To truly reap the rewards of private investments, funds may need to hike up their strategic allocations.
An allocation of 15% or more to private assets is what separates the “very top” performers from the rest of institutional investors, argued Cambridge Associates in a new report.
Source: Cambridge Associates’ “The 15 Percent Frontier”In 2015, for example, endowments and foundations as a whole posted a median return of just 1.3%, with more than a quarter reporting negative returns. Institutions with 15% or higher allocations to private assets, however, had a median return of 3.6%—and virtually all of them earned positive returns.
And the performance gap wasn’t just in one-year returns. Allocators with 15% or more of their assets in private investments outperformed over 10-, 15-, and 20-year periods, beating the median investor by 180 basis points per year over the last two decades.
“While private investments are considered to be riskier than marketable securities, there have been very few periods when the institutions with high private allocations underperformed those with low allocations, and when they did so, it was not by a wide margin,” the report stated.

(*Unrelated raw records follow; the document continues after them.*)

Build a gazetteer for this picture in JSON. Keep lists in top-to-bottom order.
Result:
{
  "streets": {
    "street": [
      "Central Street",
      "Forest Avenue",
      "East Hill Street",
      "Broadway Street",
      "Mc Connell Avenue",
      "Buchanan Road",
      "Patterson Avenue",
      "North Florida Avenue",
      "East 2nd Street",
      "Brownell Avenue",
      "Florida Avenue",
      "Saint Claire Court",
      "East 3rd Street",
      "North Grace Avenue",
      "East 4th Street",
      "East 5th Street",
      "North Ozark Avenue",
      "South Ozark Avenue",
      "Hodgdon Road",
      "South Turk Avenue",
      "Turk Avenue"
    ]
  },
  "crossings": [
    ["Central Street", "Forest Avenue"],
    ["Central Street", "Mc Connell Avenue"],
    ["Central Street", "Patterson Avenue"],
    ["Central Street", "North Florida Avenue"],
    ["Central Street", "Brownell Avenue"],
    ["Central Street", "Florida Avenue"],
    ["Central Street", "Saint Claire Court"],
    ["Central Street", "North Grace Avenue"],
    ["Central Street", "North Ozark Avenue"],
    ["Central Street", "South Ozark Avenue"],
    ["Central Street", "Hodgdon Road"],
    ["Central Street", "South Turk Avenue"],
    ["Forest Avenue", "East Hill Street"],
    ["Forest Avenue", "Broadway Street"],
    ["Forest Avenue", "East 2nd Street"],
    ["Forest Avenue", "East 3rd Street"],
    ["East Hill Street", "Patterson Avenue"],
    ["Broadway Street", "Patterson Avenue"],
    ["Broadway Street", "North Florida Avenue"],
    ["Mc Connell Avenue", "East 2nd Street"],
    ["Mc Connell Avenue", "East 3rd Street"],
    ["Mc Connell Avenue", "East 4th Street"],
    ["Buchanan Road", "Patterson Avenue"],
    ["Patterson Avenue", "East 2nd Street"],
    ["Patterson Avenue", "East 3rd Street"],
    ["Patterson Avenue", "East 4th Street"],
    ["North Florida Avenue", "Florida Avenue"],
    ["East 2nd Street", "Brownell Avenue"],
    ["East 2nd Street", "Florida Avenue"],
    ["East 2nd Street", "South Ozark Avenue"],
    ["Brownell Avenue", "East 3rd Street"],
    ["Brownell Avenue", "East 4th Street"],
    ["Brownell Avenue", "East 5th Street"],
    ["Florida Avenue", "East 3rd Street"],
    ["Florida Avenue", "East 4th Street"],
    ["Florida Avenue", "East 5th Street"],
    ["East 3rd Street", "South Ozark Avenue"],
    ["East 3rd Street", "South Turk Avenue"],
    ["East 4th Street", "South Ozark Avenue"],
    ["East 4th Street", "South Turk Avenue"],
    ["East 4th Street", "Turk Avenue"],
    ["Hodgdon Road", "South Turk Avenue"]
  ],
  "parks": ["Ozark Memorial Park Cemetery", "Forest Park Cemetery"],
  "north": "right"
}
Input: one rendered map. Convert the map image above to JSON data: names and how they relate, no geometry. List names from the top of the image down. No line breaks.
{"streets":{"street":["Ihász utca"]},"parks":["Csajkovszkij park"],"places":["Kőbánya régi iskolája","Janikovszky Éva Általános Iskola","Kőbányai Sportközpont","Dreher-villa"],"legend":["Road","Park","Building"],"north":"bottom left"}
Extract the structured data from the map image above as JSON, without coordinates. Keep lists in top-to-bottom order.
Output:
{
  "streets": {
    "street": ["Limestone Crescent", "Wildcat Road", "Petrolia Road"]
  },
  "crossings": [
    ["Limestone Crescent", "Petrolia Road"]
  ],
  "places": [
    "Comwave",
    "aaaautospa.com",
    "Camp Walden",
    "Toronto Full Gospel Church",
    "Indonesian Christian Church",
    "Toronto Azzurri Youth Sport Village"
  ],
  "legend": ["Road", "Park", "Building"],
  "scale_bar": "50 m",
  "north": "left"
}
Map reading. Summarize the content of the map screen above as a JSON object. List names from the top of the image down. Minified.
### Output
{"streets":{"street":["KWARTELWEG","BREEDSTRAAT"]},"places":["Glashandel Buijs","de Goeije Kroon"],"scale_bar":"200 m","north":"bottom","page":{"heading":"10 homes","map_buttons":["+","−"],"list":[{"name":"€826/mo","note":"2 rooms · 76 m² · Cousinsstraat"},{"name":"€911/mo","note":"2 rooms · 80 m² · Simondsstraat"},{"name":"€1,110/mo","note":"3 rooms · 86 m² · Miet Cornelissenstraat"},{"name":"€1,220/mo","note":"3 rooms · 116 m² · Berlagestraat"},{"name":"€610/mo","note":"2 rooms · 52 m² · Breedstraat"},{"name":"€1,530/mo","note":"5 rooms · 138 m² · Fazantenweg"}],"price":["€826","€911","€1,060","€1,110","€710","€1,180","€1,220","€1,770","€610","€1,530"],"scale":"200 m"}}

Cambridge attributed the outperformance to venture capital, private equity, and distressed securities far outperforming public asset classes, earning annualized returns of 12.5%, 11.9%, and 10.8% respectively over the last 10 years.
As of 2015, 38% of the 174 endowments and foundations tracked by Cambridge Associates had a private investments allocation of 15% or more. The median investment in private assets was 10.7%.
The institutions with lower allocations said they didn’t have the scale or resources to build a diversified program or the ability to access the very limited group of top-tier funds in the private space. Investors were also deterred by the illiquidity of private assets.
However, Cambridge Associates said the case for higher commitments to private investments remained “compelling.”
“We see no reason to believe that the factors that produced superior returns in the past ten and 20 years will not persist into the future,” the report concluded.